YOUR ASSIGNMENT »
The answer must consist only of the lines from the line with "context.lineJoin = 'round';" to the line with "context.lineCap = dash ? 'butt' : 'round';", both included, exactly as they stand below.

*** MATERIAL FOR THIS EXERCISE ***

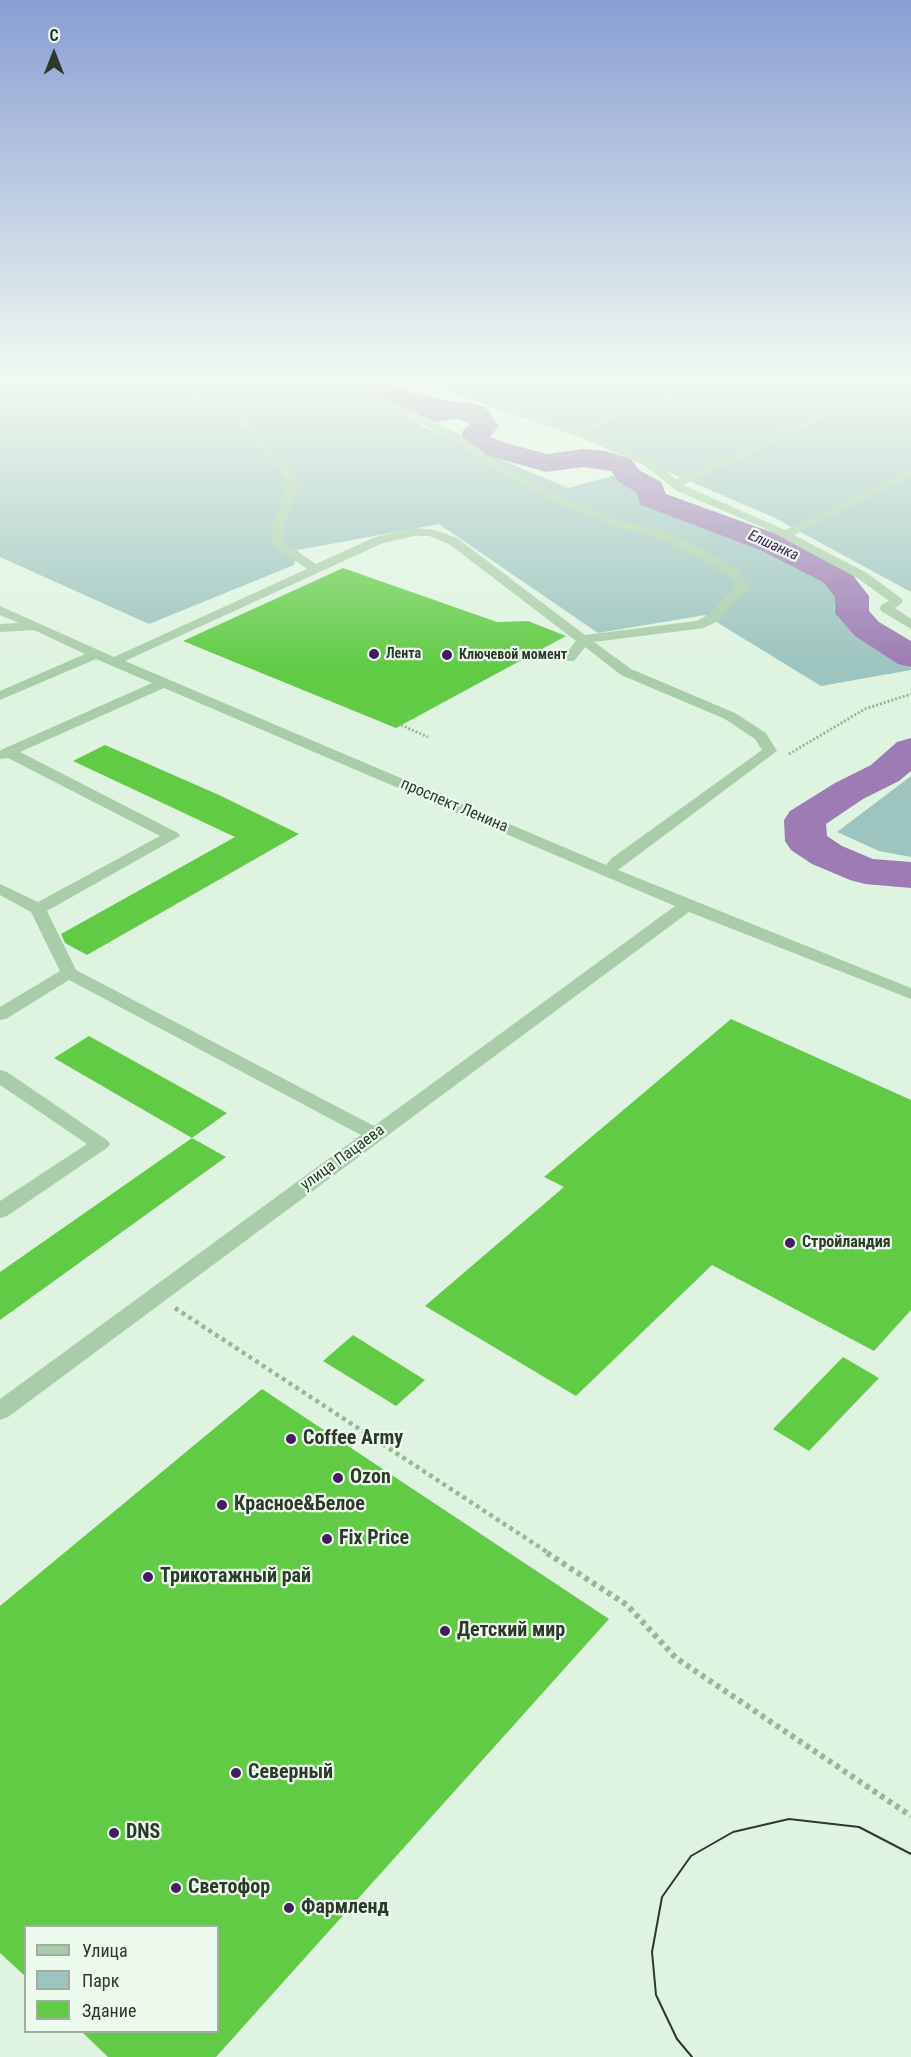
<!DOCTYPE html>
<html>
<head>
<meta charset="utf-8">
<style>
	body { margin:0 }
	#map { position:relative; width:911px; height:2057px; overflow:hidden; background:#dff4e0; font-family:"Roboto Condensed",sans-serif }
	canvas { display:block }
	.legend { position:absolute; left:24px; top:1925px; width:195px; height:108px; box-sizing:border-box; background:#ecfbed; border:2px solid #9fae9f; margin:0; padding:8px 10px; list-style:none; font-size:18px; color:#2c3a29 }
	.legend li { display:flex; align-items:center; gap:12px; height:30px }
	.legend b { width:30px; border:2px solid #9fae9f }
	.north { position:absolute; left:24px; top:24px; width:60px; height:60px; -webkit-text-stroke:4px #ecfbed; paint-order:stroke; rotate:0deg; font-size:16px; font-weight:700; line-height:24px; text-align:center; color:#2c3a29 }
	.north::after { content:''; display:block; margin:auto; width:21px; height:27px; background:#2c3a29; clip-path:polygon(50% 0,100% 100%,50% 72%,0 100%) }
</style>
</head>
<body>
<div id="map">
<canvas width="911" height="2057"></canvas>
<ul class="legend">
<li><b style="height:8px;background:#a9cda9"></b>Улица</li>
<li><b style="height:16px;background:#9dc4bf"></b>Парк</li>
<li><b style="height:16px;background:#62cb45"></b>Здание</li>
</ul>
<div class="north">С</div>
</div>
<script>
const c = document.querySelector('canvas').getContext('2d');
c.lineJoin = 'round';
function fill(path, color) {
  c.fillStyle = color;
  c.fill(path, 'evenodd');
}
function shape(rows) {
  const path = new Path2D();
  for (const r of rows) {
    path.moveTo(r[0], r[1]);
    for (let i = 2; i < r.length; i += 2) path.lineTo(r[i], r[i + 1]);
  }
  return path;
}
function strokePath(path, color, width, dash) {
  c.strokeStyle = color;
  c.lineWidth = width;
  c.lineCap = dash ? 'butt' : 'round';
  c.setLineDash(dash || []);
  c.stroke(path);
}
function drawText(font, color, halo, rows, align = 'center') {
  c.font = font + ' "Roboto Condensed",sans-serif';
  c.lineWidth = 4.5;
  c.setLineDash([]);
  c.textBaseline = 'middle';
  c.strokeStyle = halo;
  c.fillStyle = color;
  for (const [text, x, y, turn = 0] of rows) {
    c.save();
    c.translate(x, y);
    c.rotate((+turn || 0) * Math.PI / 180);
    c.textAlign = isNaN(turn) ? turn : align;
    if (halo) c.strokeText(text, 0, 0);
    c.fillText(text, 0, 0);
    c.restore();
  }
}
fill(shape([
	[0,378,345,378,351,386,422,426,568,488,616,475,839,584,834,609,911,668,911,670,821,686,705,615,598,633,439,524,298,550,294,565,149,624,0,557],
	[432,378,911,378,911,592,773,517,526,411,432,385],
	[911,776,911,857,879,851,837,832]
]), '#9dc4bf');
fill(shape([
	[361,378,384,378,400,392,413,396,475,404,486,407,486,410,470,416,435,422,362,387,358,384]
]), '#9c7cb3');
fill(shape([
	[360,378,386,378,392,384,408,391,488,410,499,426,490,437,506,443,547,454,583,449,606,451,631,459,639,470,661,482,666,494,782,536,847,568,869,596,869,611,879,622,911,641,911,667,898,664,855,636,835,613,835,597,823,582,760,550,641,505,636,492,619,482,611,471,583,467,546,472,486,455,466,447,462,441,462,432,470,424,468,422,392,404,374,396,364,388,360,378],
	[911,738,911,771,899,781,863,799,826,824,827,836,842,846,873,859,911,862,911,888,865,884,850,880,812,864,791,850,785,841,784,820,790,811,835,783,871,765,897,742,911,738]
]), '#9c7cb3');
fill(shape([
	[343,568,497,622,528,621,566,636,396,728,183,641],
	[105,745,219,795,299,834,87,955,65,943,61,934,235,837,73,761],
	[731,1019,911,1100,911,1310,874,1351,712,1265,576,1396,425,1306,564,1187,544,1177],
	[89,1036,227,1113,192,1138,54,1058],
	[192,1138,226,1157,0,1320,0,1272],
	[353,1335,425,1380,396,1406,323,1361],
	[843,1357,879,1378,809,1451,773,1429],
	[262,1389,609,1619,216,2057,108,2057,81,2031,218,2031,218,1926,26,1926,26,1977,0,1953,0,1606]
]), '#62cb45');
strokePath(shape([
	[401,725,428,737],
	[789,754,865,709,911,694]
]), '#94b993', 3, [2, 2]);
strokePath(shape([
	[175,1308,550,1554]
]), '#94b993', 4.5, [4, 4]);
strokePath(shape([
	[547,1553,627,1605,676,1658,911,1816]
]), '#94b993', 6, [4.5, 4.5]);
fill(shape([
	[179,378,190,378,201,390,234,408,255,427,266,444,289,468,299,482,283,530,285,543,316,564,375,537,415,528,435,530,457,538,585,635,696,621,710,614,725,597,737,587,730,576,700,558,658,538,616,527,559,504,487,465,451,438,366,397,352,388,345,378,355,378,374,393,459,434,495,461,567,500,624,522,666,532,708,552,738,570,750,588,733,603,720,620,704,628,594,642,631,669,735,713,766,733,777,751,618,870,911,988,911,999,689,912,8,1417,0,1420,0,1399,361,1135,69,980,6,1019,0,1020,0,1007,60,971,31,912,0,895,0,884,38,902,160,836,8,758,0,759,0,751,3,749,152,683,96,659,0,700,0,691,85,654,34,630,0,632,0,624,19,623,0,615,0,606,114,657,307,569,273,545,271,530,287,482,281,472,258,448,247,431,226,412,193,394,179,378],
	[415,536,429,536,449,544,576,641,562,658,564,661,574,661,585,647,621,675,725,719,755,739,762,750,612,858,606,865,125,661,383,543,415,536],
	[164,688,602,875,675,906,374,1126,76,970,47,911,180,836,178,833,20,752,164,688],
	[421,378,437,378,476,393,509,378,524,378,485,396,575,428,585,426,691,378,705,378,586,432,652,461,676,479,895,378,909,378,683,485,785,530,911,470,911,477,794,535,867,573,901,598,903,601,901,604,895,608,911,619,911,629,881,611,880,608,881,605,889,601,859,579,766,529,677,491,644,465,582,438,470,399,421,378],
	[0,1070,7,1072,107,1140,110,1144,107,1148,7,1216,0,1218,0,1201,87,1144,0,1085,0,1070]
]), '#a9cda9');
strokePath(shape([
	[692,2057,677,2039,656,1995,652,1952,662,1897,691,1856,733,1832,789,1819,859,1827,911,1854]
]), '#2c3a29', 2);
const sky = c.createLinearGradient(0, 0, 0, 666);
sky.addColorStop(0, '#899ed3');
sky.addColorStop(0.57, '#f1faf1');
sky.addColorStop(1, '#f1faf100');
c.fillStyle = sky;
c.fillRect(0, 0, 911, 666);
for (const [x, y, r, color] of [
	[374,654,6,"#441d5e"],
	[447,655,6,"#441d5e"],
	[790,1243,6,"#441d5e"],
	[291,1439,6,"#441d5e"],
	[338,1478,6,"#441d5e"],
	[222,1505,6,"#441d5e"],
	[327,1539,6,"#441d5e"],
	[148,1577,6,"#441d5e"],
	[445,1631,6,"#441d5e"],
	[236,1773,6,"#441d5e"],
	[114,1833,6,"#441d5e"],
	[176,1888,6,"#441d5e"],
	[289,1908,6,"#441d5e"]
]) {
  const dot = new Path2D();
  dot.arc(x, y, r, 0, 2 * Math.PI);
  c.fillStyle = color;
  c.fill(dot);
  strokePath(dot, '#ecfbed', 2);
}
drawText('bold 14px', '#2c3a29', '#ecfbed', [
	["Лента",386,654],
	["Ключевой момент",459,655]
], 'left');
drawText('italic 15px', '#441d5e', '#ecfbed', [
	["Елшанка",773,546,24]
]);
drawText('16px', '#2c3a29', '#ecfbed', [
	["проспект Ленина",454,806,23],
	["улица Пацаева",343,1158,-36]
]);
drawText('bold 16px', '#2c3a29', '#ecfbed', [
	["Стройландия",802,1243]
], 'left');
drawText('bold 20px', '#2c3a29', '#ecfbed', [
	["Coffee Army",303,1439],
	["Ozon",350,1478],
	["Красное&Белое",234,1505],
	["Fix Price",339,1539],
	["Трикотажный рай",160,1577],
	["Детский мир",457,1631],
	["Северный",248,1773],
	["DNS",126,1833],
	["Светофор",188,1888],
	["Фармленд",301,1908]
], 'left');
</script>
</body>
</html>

*** End of MATERIAL FOR THIS EXERCISE ***
*** MATERIAL FOR THIS EXERCISE ***

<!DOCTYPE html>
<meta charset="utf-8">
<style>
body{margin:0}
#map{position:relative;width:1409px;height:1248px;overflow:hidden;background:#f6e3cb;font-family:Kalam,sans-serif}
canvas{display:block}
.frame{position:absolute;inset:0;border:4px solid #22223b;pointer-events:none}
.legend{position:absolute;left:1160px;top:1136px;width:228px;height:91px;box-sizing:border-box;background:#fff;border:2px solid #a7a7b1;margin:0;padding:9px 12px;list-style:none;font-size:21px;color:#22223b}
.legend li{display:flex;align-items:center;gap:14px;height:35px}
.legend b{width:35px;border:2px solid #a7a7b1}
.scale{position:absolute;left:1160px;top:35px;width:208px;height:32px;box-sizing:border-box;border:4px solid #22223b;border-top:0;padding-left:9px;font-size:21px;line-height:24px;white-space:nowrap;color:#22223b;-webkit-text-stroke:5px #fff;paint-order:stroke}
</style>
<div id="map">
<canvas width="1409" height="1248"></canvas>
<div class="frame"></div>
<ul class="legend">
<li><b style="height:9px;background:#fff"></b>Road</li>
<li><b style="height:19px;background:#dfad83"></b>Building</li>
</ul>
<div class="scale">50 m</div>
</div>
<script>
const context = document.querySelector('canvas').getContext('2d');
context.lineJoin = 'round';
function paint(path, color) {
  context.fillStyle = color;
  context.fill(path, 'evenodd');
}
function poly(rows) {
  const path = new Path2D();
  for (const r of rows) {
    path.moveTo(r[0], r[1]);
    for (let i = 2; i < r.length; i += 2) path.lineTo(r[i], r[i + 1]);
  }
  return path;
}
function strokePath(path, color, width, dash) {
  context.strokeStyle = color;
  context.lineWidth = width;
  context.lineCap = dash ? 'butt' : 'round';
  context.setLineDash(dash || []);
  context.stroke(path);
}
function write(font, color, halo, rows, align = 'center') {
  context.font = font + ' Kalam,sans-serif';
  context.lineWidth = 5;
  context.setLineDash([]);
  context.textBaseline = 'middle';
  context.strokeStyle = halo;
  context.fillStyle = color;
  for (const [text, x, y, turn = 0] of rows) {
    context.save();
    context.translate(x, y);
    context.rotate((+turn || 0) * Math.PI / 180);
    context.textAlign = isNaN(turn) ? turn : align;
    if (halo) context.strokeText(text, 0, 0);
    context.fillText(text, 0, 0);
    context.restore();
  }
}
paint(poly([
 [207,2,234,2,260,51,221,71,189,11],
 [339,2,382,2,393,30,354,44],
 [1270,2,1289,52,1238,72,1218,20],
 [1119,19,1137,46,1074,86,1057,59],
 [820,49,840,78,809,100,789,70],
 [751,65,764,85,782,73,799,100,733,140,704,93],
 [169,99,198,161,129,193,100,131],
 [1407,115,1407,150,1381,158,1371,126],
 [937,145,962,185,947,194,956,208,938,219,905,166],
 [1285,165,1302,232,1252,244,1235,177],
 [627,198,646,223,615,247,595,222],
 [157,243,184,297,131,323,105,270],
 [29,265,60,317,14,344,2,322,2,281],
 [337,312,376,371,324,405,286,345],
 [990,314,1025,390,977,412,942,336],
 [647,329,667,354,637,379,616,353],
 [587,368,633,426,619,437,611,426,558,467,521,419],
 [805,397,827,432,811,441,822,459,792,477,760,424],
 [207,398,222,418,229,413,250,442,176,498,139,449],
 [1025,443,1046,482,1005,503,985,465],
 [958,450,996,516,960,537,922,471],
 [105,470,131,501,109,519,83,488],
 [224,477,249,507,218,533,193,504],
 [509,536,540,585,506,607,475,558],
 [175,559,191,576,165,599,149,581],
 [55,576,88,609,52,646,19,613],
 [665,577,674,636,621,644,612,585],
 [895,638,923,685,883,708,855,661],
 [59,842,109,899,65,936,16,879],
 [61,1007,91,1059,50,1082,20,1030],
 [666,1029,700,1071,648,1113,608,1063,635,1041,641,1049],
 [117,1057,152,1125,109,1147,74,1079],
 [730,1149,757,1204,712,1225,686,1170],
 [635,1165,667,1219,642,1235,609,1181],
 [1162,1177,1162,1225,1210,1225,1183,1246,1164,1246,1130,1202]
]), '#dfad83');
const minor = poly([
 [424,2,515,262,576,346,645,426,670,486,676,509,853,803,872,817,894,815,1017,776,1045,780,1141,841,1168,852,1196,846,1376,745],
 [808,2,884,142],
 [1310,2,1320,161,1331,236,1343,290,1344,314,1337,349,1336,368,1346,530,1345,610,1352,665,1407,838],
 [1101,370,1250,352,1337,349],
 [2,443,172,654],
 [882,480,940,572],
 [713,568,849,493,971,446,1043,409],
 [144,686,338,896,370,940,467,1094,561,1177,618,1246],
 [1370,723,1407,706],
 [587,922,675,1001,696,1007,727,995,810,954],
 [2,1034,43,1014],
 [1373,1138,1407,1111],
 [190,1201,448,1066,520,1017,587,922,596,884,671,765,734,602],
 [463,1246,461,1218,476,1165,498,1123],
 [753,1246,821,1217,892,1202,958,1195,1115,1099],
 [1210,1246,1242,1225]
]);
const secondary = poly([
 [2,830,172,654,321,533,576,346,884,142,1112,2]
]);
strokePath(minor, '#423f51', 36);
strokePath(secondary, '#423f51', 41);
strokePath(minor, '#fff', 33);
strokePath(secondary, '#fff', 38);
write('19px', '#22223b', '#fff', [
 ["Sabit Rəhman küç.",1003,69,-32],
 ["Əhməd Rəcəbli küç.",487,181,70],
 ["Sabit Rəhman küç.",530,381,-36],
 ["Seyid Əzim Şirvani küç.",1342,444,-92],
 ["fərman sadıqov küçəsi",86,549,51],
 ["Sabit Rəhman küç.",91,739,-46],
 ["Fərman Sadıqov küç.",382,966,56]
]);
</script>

*** End of MATERIAL FOR THIS EXERCISE ***

REPLY »
context.lineJoin = 'round';
function paint(path, color) {
  context.fillStyle = color;
  context.fill(path, 'evenodd');
}
function poly(rows) {
  const path = new Path2D();
  for (const r of rows) {
    path.moveTo(r[0], r[1]);
    for (let i = 2; i < r.length; i += 2) path.lineTo(r[i], r[i + 1]);
  }
  return path;
}
function strokePath(path, color, width, dash) {
  context.strokeStyle = color;
  context.lineWidth = width;
  context.lineCap = dash ? 'butt' : 'round';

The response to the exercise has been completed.